A tricomoníase é uma infecção sexualmente transmissível (IST) causada pelo protozoário Trichomonas vaginalis, sendo uma das ISTs não virais mais comuns globalmente. Afeta principalmente mulheres, mas homens também podem ser portadores assintomáticos ou apresentar uretrite. A infecção pode aumentar o risco de outras ISTs, incluindo o HIV, e está associada a complicações na gravidez, como parto prematuro e baixo peso ao nascer. O diagnóstico da tricomoníase é fortemente sugerido pelo quadro clínico característico: corrimento vaginal abundante, amarelo-esverdeado, bolhoso e com odor fétido, associado a prurido intenso, dispareunia e, em alguns casos, disúria. Ao exame especular, o achado de "colo em framboesa" (colo uterino com petéquias) é patognomônico. O diagnóstico laboratorial é confirmado pela visualização de protozoários móveis no exame a fresco do corrimento vaginal ou por testes moleculares mais sensíveis. O teste de KOH, que busca hifas fúngicas, é negativo, diferenciando-a da candidíase. O tratamento de escolha para a tricomoníase é o metronidazol, administrado por via oral. É fundamental que o tratamento seja estendido a todos os parceiros sexuais da paciente, mesmo que assintomáticos, para prevenir a reinfecção e interromper a cadeia de transmissão da IST. A abstinência sexual deve ser recomendada durante o período de tratamento.

Perguntas Frequentes

Quais são os sinais e sintomas clássicos da tricomoníase?

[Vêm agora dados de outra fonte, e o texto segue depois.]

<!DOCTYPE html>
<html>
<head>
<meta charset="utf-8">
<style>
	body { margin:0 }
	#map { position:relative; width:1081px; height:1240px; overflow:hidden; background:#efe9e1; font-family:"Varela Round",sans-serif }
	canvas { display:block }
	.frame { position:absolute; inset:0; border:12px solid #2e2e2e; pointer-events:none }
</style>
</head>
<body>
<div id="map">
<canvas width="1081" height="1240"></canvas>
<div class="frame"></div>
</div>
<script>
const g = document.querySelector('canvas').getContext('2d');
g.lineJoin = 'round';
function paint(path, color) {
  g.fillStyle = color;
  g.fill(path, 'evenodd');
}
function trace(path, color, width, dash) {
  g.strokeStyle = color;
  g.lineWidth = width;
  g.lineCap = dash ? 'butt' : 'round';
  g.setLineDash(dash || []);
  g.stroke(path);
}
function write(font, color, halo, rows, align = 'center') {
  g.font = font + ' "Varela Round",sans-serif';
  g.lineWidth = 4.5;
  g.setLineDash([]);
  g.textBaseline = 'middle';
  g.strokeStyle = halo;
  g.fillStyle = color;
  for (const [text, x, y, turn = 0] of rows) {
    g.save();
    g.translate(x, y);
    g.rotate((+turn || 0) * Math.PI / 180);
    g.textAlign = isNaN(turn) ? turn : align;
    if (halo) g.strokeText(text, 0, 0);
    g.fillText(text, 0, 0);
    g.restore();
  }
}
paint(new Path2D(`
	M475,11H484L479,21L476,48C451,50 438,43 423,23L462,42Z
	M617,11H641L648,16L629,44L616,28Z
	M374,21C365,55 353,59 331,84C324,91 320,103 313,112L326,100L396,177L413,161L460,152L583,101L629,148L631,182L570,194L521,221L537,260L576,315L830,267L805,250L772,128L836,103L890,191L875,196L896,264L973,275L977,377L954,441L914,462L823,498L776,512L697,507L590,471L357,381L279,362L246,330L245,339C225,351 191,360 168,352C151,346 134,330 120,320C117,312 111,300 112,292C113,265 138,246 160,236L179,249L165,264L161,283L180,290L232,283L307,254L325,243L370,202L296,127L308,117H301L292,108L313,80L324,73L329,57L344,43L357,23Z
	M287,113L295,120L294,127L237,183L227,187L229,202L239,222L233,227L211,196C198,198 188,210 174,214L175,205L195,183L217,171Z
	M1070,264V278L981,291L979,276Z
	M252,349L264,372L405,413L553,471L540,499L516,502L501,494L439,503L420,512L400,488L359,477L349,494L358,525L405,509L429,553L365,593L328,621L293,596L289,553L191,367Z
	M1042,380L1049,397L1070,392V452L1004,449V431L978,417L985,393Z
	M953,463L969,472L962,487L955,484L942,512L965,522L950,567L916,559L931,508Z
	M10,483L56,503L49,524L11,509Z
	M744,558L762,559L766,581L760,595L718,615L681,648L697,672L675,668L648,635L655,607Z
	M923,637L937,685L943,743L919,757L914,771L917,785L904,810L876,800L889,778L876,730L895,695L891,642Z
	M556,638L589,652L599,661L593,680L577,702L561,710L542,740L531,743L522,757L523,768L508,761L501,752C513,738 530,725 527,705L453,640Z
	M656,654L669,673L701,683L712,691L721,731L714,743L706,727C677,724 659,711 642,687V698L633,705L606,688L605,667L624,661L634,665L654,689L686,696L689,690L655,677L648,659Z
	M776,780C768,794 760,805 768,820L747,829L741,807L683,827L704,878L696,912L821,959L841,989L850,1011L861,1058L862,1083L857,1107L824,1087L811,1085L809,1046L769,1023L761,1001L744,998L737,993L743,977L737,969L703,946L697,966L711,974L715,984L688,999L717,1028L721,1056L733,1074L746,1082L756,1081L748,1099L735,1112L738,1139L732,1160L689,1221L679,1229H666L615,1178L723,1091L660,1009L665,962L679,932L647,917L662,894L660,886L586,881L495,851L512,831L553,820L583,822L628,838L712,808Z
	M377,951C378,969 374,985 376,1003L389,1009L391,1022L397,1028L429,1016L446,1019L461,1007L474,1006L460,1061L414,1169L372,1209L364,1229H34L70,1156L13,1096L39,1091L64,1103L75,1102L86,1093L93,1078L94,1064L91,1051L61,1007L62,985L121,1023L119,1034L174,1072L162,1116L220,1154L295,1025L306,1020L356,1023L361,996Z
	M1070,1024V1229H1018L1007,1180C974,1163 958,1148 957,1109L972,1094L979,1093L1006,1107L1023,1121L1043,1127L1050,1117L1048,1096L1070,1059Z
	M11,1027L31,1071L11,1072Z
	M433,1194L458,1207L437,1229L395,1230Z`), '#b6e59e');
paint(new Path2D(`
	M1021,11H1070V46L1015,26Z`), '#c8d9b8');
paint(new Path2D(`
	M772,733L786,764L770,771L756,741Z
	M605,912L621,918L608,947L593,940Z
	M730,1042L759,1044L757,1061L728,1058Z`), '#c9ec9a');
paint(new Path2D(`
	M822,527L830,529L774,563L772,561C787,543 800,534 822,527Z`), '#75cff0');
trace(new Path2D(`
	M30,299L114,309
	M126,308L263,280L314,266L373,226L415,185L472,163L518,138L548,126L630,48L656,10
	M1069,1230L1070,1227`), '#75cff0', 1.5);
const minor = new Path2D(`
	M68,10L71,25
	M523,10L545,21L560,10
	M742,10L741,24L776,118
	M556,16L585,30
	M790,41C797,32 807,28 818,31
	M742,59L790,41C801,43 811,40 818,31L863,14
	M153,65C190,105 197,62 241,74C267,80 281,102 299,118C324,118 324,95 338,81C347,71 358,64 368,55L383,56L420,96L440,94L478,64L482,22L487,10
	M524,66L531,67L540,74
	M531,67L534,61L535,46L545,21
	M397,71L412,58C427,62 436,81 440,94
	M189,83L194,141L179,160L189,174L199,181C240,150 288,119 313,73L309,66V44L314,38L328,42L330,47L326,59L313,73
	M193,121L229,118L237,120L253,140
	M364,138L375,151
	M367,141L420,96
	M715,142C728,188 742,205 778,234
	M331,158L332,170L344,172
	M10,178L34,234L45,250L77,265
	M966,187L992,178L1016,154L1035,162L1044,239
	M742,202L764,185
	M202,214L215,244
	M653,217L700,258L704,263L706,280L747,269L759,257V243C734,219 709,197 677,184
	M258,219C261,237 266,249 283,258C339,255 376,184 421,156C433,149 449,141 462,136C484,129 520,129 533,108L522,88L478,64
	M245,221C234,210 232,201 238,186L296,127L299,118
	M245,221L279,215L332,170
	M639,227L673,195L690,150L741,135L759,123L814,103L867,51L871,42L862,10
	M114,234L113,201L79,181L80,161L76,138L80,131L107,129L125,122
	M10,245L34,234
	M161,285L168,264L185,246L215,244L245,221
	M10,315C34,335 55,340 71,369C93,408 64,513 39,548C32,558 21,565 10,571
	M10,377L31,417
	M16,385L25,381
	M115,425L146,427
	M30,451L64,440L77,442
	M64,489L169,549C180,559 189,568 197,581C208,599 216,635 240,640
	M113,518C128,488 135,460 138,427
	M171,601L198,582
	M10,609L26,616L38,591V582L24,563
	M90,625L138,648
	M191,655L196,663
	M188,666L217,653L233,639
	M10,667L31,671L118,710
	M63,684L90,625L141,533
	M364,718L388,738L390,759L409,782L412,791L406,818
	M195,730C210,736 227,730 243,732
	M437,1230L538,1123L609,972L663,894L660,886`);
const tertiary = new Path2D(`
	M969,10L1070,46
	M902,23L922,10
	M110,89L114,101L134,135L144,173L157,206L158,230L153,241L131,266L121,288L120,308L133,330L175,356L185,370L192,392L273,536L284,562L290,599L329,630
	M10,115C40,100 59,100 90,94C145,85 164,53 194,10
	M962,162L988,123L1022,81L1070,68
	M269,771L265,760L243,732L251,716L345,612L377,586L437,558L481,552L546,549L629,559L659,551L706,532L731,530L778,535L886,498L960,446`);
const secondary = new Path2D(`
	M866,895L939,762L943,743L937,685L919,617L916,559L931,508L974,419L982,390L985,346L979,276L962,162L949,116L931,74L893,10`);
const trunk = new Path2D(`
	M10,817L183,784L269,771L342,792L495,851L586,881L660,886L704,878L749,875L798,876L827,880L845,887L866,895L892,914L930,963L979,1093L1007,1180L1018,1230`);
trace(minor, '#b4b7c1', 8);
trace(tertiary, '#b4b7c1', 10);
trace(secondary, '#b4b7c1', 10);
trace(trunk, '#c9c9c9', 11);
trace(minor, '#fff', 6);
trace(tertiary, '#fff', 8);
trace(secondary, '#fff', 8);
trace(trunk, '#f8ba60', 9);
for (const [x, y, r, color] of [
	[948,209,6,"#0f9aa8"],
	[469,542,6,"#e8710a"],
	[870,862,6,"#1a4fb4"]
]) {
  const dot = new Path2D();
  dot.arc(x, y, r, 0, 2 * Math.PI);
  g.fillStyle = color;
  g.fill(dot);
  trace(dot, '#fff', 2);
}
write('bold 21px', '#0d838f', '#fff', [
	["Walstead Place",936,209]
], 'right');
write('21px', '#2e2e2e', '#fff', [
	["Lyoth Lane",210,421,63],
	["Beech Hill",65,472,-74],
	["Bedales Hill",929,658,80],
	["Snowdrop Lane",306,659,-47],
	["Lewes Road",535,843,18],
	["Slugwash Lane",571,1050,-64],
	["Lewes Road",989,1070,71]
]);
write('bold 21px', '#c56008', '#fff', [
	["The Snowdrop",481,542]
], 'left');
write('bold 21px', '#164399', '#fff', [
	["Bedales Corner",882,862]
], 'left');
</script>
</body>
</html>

Os sinais e sintomas clássicos da tricomoníase incluem corrimento vaginal abundante, amarelo-esverdeado, bolhoso e fétido, prurido vulvovaginal intenso, dispareunia, disúria e, ao exame especular, o característico "colo em framboesa" (colo uterino com petéquias).

Por que o tratamento do parceiro é essencial na tricomoníase?

O tratamento do parceiro sexual é essencial na tricomoníase porque é uma doença sexualmente transmissível (DST). Se o parceiro não for tratado, ele pode retransmitir a infecção para a paciente, levando a falha terapêutica e recorrência dos sintomas, além de perpetuar a cadeia de transmissão na comunidade.

Qual o tratamento de primeira linha para tricomoníase?

O tratamento de primeira linha para tricomoníase é o metronidazol. Pode ser administrado em dose única (2g oral) ou em esquema de 500 mg oral, 2 vezes ao dia, por 7 dias. É crucial orientar a abstinência sexual durante o tratamento e tratar todos os parceiros sexuais.